What you are asked to do:
Only lines with the word "Enfield" belong in the answer; copy them from the records below.

──────── Extracted entries ────────

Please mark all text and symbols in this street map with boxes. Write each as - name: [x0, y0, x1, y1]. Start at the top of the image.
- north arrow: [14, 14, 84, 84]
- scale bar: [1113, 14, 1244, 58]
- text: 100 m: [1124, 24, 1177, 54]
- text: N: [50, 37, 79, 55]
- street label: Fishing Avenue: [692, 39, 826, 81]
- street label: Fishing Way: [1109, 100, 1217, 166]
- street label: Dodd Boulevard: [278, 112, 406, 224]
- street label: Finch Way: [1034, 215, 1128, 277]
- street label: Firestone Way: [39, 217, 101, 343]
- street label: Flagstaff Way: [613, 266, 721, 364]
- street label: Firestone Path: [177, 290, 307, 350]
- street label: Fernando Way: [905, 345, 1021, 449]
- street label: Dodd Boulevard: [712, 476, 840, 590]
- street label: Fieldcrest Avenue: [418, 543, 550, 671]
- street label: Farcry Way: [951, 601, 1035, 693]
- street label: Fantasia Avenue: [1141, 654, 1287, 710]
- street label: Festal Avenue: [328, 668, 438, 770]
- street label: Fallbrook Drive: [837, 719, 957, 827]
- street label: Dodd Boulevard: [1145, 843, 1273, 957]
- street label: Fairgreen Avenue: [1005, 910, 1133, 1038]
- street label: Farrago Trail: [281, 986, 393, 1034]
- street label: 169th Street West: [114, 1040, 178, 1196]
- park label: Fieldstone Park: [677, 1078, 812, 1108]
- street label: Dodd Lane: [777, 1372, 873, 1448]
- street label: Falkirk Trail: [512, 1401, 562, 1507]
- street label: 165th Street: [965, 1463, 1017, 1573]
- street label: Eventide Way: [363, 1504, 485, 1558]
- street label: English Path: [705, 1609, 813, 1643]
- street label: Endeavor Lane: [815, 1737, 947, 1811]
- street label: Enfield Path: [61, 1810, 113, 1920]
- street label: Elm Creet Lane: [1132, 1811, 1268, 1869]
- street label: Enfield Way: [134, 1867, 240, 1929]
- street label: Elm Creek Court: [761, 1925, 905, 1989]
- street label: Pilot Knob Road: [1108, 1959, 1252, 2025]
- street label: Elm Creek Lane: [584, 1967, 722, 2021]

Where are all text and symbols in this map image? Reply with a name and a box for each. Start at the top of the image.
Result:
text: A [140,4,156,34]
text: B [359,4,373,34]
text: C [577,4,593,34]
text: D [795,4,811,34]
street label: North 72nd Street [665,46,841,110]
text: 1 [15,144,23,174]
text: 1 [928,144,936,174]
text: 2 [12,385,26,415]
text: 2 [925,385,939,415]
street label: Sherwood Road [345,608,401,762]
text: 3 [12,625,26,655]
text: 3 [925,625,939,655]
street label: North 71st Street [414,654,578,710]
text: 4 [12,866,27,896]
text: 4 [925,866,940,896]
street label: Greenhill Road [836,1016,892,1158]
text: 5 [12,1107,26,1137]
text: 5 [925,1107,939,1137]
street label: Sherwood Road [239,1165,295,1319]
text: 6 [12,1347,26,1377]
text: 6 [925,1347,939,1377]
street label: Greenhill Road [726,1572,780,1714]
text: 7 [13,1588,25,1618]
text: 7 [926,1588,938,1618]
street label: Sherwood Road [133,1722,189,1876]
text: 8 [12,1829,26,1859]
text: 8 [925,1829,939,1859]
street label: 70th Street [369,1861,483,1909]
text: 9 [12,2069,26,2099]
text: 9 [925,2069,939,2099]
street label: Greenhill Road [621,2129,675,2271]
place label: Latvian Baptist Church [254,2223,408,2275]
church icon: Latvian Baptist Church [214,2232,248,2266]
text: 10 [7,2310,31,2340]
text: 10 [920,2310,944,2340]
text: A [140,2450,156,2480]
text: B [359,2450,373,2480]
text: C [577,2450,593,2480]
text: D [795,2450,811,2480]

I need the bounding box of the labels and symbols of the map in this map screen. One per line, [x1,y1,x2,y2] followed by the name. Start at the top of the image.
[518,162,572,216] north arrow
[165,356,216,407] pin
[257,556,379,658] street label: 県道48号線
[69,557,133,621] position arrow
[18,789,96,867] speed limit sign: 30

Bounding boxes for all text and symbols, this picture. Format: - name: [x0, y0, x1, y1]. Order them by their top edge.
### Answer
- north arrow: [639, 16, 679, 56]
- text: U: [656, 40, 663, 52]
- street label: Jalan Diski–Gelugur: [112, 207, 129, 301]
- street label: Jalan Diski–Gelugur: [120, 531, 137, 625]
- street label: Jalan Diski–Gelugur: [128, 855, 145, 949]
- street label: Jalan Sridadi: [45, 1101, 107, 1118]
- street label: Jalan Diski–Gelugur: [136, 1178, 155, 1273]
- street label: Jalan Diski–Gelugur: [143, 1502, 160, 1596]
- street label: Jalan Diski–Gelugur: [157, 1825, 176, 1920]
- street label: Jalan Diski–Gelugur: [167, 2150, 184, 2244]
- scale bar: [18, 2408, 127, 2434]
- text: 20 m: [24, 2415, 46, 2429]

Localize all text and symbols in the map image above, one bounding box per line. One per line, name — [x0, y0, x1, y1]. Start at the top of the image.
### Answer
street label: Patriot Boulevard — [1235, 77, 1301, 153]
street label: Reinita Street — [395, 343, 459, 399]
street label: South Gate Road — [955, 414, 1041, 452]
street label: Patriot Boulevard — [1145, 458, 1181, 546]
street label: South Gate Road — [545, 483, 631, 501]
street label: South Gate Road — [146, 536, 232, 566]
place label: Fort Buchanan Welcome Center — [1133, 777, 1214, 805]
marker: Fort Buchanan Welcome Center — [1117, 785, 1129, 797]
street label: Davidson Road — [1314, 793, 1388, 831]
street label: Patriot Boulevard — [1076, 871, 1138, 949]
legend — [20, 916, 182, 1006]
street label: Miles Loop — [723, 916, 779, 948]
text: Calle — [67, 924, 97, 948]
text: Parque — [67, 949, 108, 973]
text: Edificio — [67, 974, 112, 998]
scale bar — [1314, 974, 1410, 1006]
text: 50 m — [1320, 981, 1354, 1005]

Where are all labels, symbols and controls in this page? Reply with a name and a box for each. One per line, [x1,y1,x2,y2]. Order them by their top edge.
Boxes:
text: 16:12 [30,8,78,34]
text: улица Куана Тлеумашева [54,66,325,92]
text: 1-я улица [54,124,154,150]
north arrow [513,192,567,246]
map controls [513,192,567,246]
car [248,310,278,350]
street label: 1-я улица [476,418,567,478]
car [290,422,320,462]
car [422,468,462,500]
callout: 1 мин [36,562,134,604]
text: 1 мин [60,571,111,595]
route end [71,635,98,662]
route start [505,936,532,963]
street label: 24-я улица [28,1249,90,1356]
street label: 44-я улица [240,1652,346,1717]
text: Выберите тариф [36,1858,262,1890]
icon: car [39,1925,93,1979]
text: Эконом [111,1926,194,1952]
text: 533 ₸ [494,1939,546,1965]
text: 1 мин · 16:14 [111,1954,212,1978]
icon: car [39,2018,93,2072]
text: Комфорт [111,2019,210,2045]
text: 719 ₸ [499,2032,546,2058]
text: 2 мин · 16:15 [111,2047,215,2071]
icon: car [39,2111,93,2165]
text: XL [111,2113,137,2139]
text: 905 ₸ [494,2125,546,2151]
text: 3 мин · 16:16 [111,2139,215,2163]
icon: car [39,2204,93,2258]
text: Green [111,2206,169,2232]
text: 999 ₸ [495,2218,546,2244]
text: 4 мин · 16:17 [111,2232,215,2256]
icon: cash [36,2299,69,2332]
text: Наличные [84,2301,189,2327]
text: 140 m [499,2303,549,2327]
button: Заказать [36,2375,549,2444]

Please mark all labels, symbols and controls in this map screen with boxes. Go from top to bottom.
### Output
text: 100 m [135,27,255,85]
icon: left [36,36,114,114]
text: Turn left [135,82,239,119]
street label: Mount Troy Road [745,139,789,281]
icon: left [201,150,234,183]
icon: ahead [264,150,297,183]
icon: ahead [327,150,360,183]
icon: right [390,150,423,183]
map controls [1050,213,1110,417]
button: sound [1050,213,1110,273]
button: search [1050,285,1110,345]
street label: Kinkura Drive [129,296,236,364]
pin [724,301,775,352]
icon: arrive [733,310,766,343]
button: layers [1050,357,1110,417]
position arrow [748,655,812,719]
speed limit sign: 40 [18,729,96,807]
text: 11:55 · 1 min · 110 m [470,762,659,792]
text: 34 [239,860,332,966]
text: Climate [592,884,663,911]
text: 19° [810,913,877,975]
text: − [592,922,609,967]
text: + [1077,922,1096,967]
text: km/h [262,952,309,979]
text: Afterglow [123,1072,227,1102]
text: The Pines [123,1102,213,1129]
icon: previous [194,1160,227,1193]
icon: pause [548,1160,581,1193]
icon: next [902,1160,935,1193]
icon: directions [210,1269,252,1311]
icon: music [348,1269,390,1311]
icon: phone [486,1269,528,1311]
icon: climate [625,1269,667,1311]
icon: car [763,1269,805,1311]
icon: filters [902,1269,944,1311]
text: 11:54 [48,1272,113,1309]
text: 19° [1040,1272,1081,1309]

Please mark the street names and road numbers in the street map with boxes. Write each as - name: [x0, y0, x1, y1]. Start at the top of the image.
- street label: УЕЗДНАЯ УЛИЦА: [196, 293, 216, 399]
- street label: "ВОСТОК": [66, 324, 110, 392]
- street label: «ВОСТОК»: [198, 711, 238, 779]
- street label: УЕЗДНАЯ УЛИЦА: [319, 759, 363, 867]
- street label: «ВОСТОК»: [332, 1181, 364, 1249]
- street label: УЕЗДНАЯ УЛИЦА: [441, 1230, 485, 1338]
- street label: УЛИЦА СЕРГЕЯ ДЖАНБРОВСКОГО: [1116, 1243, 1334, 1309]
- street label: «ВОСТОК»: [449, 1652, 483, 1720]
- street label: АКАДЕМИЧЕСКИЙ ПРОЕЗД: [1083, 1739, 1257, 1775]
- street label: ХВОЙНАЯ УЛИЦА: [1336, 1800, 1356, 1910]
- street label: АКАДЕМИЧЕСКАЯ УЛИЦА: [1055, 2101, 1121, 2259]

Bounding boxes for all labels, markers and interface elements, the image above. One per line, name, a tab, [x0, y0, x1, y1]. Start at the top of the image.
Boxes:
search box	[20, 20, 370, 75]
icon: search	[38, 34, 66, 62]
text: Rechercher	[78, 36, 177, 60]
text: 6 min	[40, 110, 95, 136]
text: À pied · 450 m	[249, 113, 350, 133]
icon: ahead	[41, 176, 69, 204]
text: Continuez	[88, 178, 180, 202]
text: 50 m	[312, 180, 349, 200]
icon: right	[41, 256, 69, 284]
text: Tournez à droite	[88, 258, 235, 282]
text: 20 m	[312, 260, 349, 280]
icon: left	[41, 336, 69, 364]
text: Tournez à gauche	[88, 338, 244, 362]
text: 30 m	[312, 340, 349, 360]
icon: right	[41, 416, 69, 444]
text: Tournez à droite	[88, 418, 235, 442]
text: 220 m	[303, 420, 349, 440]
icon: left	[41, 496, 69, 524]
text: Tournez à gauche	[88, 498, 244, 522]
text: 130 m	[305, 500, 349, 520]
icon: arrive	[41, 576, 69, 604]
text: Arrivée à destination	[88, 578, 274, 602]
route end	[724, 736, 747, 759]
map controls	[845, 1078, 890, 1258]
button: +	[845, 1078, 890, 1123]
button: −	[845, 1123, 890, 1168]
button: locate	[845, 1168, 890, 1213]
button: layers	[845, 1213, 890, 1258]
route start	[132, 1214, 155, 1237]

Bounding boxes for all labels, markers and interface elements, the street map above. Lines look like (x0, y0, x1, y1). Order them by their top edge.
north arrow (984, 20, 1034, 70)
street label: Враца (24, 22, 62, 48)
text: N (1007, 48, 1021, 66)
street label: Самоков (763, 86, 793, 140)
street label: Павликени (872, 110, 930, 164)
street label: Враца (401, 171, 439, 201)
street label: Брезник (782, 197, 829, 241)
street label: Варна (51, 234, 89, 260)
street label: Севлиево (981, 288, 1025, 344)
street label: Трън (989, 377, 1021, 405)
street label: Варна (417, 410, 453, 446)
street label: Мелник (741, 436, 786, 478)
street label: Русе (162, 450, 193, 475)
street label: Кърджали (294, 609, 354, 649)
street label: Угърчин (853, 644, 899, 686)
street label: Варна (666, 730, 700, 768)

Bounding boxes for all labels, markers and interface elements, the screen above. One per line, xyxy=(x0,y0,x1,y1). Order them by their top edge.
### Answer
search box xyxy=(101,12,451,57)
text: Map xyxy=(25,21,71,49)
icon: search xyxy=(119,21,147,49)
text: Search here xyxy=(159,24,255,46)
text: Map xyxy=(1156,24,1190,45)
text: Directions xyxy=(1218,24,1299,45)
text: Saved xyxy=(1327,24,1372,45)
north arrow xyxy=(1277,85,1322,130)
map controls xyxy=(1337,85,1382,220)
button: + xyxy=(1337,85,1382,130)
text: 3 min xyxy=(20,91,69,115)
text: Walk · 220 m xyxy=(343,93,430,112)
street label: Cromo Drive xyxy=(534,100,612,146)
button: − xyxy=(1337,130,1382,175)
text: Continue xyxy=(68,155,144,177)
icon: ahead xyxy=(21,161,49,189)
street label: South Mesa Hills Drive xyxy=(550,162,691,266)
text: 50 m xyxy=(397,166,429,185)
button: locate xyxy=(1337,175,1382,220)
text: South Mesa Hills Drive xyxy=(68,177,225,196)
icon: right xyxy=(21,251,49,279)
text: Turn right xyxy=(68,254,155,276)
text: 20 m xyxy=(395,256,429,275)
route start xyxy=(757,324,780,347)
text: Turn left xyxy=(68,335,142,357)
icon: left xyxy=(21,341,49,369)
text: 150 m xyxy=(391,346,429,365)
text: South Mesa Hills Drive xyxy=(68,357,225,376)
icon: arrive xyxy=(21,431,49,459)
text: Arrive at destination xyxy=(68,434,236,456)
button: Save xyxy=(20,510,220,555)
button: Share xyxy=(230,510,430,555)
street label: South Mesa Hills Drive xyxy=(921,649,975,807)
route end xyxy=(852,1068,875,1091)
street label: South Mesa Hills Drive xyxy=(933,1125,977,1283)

────────

Solved exercise:
- street label: Enfield Path: [61, 1810, 113, 1920]
- street label: Enfield Way: [134, 1867, 240, 1929]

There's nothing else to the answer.